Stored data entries

--------------------------------

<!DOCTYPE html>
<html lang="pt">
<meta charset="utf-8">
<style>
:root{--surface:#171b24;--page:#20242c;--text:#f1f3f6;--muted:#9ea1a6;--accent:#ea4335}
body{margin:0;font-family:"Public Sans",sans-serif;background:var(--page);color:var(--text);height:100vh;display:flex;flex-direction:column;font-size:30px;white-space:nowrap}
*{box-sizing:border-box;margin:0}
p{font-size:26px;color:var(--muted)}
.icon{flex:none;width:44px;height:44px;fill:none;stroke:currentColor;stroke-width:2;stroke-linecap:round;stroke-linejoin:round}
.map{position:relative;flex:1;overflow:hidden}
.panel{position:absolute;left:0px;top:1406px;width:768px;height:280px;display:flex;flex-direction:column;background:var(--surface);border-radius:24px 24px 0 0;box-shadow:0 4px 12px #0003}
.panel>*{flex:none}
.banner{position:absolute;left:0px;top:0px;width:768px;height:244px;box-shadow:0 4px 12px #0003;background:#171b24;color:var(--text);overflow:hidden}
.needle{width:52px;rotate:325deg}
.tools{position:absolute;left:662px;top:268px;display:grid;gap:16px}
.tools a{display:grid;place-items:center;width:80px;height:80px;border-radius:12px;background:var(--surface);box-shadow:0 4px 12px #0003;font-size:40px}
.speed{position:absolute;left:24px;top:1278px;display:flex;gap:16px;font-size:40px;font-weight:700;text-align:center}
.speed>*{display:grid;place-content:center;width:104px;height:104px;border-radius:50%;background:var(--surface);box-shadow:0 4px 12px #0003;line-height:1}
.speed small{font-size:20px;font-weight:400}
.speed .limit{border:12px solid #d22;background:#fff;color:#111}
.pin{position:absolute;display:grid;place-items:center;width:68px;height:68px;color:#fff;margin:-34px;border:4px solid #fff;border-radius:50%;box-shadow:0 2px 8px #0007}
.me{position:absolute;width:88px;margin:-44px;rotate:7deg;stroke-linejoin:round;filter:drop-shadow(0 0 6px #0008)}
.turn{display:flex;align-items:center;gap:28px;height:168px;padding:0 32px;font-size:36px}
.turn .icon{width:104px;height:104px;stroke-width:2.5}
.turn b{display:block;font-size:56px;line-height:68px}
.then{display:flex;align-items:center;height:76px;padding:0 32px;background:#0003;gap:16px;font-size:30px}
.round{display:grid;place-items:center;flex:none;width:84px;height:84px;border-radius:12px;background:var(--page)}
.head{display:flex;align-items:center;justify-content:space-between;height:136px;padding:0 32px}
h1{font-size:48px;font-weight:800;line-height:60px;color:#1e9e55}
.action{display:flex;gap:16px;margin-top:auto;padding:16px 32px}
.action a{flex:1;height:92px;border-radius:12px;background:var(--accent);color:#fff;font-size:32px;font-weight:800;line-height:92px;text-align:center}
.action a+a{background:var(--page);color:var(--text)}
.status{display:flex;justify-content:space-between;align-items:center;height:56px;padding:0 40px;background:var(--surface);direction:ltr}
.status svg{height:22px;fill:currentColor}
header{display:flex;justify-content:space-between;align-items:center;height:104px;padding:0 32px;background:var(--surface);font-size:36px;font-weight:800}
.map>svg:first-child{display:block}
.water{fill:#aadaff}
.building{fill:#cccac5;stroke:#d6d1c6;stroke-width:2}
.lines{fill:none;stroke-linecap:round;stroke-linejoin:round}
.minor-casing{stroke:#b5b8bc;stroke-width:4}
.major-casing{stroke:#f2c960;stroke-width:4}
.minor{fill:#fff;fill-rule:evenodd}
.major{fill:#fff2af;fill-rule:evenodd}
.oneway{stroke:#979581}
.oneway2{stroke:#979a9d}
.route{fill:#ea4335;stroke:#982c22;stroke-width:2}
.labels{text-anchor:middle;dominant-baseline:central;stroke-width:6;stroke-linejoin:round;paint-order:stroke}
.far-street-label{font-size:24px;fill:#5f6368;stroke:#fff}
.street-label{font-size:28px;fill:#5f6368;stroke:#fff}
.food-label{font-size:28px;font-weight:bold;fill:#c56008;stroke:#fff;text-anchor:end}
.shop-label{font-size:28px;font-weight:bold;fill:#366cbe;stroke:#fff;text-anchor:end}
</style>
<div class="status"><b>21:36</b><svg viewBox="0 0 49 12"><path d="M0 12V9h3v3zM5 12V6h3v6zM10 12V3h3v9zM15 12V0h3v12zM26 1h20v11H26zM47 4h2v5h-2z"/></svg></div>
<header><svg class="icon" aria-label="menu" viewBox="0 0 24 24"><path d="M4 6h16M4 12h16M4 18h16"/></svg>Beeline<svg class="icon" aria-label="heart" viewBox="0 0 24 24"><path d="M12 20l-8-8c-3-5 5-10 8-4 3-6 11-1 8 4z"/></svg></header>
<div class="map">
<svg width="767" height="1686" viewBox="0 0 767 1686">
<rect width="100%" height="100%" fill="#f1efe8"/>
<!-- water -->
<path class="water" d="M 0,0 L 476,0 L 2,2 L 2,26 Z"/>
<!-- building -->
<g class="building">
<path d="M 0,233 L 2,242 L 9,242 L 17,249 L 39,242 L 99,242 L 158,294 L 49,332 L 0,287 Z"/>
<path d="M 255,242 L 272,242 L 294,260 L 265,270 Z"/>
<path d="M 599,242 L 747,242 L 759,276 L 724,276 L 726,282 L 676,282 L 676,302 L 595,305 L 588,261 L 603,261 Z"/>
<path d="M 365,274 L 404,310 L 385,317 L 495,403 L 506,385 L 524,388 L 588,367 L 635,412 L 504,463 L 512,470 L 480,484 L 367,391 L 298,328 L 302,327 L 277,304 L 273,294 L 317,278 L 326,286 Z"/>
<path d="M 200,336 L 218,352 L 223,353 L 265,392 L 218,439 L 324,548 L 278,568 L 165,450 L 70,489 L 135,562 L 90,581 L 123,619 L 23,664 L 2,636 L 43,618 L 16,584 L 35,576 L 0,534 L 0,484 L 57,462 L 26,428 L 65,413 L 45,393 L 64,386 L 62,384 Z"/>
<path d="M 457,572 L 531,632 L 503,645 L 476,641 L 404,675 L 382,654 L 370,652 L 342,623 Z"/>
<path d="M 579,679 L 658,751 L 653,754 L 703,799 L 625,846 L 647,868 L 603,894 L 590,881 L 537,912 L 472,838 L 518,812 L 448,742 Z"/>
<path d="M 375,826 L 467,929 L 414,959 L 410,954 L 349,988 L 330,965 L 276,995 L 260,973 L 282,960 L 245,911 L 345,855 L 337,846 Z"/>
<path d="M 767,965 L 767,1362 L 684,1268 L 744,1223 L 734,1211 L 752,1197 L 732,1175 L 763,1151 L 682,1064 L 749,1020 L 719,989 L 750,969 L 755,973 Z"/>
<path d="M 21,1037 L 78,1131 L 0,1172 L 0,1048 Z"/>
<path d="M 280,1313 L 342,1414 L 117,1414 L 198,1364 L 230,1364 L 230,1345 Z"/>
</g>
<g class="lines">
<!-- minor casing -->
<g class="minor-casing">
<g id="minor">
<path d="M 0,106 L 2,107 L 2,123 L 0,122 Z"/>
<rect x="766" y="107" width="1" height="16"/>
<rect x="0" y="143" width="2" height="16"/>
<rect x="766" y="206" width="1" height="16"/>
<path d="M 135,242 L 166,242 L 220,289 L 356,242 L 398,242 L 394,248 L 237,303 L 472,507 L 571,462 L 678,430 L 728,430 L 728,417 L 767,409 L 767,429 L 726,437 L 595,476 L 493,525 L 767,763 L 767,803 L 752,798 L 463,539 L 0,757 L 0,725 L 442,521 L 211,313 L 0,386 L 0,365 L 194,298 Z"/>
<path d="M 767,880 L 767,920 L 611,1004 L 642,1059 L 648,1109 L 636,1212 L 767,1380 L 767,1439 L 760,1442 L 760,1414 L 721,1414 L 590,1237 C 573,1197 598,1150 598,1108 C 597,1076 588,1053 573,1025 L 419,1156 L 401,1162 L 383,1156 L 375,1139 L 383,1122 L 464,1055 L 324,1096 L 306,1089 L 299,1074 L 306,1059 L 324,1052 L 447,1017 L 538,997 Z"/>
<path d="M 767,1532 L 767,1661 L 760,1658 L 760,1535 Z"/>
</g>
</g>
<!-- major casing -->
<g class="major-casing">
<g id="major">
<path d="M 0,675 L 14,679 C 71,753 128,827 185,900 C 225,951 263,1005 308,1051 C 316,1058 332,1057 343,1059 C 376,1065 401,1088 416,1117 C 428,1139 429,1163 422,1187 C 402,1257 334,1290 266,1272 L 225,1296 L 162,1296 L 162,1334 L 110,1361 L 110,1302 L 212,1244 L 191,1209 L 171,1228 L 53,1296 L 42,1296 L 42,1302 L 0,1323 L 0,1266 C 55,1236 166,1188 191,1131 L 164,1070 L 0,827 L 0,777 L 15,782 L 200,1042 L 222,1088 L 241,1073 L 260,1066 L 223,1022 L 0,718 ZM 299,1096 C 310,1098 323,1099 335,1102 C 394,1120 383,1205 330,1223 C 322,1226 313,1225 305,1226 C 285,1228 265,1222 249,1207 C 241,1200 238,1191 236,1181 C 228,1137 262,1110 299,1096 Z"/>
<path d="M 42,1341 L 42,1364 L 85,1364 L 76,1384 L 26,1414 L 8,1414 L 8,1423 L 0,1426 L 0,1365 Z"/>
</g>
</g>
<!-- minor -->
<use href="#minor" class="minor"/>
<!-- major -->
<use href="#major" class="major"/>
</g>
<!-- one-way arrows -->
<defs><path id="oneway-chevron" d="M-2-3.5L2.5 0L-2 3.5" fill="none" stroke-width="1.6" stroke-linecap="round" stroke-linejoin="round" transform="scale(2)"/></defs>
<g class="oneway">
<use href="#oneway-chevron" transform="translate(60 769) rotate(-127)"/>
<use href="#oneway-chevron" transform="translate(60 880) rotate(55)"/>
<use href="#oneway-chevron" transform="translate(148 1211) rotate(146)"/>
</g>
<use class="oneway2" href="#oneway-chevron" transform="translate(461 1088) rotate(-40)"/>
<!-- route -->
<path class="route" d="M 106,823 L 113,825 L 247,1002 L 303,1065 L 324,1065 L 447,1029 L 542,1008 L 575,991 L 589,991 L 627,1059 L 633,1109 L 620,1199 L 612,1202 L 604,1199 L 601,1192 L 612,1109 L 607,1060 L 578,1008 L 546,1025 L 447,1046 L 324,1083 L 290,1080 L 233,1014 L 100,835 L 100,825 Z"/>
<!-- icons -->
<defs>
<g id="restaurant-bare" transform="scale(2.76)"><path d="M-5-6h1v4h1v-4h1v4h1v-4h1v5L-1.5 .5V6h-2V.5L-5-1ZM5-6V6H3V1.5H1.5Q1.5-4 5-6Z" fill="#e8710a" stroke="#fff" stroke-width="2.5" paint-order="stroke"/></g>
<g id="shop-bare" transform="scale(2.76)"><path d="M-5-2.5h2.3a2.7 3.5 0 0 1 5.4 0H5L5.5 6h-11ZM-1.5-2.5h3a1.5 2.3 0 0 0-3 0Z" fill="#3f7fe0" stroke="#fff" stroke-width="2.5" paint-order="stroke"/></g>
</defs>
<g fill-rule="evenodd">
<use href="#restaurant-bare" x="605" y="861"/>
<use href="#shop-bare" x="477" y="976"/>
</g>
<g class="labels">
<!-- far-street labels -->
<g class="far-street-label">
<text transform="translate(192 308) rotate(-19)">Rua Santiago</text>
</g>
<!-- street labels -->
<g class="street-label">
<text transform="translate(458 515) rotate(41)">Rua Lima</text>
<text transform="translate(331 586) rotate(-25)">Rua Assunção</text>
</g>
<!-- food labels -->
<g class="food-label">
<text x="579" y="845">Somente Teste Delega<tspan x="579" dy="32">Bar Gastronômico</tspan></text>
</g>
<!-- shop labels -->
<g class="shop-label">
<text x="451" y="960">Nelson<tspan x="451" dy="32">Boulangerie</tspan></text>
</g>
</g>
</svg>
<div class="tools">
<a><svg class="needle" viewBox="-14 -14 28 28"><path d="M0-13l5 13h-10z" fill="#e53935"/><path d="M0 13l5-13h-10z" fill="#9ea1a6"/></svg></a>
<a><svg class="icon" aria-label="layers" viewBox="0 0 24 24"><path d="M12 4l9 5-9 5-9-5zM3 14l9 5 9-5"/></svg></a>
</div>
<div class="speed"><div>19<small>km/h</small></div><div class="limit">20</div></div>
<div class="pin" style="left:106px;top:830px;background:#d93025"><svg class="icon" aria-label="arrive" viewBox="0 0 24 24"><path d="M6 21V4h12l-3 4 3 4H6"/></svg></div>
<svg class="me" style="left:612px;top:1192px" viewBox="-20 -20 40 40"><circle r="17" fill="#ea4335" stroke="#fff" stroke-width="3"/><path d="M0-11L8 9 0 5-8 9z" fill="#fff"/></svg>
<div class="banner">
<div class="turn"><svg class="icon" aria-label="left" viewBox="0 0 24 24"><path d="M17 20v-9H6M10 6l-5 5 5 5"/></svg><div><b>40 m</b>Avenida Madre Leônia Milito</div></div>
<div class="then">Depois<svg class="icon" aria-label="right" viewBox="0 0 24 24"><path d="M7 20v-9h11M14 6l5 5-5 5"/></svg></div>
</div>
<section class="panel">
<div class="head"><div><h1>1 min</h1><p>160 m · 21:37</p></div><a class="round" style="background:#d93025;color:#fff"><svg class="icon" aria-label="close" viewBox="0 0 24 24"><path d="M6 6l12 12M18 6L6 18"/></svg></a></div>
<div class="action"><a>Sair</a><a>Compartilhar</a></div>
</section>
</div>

--------------------------------

> _WORK INSTRUCTIONS_: Search the data for the string "tools". List each line that has it.

> _ANSWER TO THE PROBLEM_:
.tools{position:absolute;left:662px;top:268px;display:grid;gap:16px}
.tools a{display:grid;place-items:center;width:80px;height:80px;border-radius:12px;background:var(--surface);box-shadow:0 4px 12px #0003;font-size:40px}
<div class="tools">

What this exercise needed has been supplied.